Als der venezolanische Präsident Nicolas Maduro sprach, hatte Obama den Gipfel schon verlassen und war nach Washington zurückgekehrt. Dieses arrogante Verhalten zeigte nur die Entschlossenheit der USA, jede Regierung der Hemisphäre auf Linie zu bringen. Das ist der Kontext der amerikanisch-kubanischen Annäherung.

Die Regierungen in Washington und Havanna teilen ein gemeinsames Nahziel: Sie wollen amerikanische Wirtschaftsinvestitionen auf der Insel fördern, die den US-Konzernen Profite versprechen und den führenden Kreisen des Castro-Regimes nach dem Modell Chinas und Russlands persönlichen Reichtum in Aussicht stellen, wenn auch auf deutlich geringerem Niveau.

Ein anderes Treffen, das gleichzeitig mit dem Amerika-Gipfel in Panama stattfand, warf Licht auf die wirklichen Verhältnisse: In einem der vornehmsten Hotels Panamas bewirteten kubanische Politiker mehrere Wirtschaftsbosse und forderten sie auf, die Insel zu besuchen und dort zu investieren. Anwesend waren u.a. Facebook-Chef Mark Zuckerberg und der mexikanischen Milliardär und zweitreichste Mann der Welt, Carlos Slim.

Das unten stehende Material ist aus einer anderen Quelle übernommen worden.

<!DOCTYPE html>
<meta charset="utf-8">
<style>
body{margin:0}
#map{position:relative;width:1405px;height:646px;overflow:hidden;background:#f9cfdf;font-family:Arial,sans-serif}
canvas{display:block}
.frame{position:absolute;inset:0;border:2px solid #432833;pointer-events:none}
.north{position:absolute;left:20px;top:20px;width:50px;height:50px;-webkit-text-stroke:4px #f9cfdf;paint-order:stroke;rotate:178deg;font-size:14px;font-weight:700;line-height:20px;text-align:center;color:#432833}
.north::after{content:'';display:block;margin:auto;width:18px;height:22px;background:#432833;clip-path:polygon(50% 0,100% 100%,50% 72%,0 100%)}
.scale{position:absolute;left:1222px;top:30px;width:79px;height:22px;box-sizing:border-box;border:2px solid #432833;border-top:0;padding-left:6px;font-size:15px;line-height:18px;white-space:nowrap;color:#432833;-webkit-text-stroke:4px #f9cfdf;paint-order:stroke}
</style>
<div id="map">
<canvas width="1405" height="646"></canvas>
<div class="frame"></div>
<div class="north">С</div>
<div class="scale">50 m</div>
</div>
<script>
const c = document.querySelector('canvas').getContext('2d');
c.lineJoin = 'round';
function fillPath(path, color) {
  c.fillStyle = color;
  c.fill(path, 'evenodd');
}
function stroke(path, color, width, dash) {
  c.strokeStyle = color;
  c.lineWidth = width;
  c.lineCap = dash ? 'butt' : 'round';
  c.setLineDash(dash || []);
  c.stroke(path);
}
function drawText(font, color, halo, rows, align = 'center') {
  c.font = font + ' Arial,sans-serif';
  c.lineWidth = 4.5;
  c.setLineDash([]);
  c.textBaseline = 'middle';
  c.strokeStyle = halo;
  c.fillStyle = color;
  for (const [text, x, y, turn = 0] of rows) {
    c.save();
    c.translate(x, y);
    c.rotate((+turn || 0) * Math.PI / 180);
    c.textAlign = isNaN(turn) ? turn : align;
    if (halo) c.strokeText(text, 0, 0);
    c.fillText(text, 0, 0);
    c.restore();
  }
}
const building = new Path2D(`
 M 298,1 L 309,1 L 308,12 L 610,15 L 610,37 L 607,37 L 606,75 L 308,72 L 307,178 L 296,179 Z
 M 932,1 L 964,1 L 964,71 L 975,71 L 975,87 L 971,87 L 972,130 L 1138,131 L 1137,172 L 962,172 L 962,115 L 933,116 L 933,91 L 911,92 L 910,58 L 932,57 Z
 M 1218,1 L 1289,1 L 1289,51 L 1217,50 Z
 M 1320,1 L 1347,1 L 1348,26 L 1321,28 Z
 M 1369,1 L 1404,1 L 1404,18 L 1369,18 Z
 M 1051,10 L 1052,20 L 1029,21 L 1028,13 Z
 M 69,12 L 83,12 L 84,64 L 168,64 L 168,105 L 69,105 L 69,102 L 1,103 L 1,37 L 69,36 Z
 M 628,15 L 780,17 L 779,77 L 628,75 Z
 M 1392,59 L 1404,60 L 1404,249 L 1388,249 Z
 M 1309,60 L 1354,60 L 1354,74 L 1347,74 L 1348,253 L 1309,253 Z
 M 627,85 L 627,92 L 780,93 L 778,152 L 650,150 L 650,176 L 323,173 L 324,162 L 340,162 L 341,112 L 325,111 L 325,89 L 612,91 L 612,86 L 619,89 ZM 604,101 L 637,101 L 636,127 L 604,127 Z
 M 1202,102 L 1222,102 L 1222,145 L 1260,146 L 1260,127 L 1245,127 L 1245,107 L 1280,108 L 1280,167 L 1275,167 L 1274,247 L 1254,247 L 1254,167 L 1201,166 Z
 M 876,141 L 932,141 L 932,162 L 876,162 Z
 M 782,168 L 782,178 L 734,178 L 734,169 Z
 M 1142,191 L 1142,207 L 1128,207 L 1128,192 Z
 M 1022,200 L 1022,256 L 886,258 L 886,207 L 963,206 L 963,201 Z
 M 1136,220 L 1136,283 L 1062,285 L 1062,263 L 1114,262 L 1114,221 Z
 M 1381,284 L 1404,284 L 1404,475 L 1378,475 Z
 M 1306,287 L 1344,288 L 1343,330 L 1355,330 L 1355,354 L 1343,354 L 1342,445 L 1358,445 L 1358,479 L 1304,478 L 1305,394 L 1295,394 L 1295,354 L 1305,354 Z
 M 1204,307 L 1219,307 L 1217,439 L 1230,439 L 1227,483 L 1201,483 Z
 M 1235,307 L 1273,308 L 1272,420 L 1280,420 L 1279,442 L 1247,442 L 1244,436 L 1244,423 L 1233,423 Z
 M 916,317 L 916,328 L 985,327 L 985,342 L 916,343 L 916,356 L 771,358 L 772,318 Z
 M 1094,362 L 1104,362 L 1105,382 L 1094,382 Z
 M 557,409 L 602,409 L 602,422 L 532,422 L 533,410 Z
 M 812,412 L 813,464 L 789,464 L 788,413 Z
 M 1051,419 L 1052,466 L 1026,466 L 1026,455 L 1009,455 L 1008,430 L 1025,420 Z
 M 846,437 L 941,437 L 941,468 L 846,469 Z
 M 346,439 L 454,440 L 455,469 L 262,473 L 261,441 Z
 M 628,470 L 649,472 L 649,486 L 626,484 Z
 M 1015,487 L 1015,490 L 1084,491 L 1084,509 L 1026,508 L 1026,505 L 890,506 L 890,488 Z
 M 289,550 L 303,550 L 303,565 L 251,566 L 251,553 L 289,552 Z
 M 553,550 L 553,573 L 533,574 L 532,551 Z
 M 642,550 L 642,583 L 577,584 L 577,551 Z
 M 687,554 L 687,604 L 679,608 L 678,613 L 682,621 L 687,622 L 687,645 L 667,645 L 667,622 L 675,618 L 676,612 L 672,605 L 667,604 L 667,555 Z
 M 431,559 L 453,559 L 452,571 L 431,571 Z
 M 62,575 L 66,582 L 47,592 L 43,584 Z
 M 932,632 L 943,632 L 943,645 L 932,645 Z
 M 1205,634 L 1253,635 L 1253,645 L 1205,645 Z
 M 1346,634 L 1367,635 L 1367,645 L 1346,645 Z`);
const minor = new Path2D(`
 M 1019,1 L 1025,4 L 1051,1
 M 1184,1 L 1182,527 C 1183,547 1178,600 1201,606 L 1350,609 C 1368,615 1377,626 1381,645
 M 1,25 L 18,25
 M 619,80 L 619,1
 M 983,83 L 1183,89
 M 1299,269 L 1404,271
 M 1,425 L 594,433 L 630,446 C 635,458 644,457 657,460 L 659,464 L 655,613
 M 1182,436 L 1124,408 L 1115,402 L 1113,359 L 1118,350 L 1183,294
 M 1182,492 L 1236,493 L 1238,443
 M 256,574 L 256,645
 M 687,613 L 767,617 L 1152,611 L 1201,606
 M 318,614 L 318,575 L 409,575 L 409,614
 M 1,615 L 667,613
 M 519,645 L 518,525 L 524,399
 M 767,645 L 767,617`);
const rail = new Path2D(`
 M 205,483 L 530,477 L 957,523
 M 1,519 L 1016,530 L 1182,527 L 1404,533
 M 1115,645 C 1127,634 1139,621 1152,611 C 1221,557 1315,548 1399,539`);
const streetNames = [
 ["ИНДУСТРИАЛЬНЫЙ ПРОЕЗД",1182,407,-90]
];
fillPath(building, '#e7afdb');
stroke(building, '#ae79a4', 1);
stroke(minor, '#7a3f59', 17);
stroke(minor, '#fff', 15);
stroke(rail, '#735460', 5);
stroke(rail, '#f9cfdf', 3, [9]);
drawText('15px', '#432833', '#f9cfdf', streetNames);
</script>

Anfang des Monats hatten fünf ehemalige US-Landwirtschaftsminister einen gemeinsamen Brief an den Kongress geschrieben, in dem sie auf ein Ende des Embargos gegen Kuba drängten. Sie argumentierten, dadurch sei das Castro-Regime nicht beseitigt worden, und das Embargo schade den Interessen der amerikanischen Landwirtschaftskonzerne.

Die New York Times berichtete am 8. April über die Bestrebungen amerikanischer Konzerne, Kuba als Markt und als Investitionsmöglichkeit zu öffnen. Mark Entwistle, ein ehemaliger kanadischer Botschafter in Kuba, der heute als Berater für Unternehmen arbeitet, die in Kuba investieren, sagte der Zeitung: „Von allen 500 führenden US-Unternehmen gibt es kein einziges, das keine Kuba-Arbeitsgruppe unterhält oder andere Mittel einsetzen würde, um die zu erwartenden Handels- und Investitionsmöglichen mit Kuba zu beobachten.“

Das Wall Street Journal schrieb am 3. April entzückt über die „Immobilienrevolution“ in Kuba: „Mehr als fünfzig Jahre nach Fidel Castros Machteroberung beginnen Kubaner, wirkliches Geld mit dem Kauf und Verkauf ihrer Häuser zu machen. Die Behörden reaktivieren Pläne, einen Markt für Luxusimmobilien zu entwickeln, um Ferienwohnungen für Ausländer anzubieten.“ Dazu gehörten auch „hochwertige Golfanlagen, wie sie Fidel Castro lange Jahre nach der Revolution als bourgeoises Betätigungsfeld immer verboten hatte“.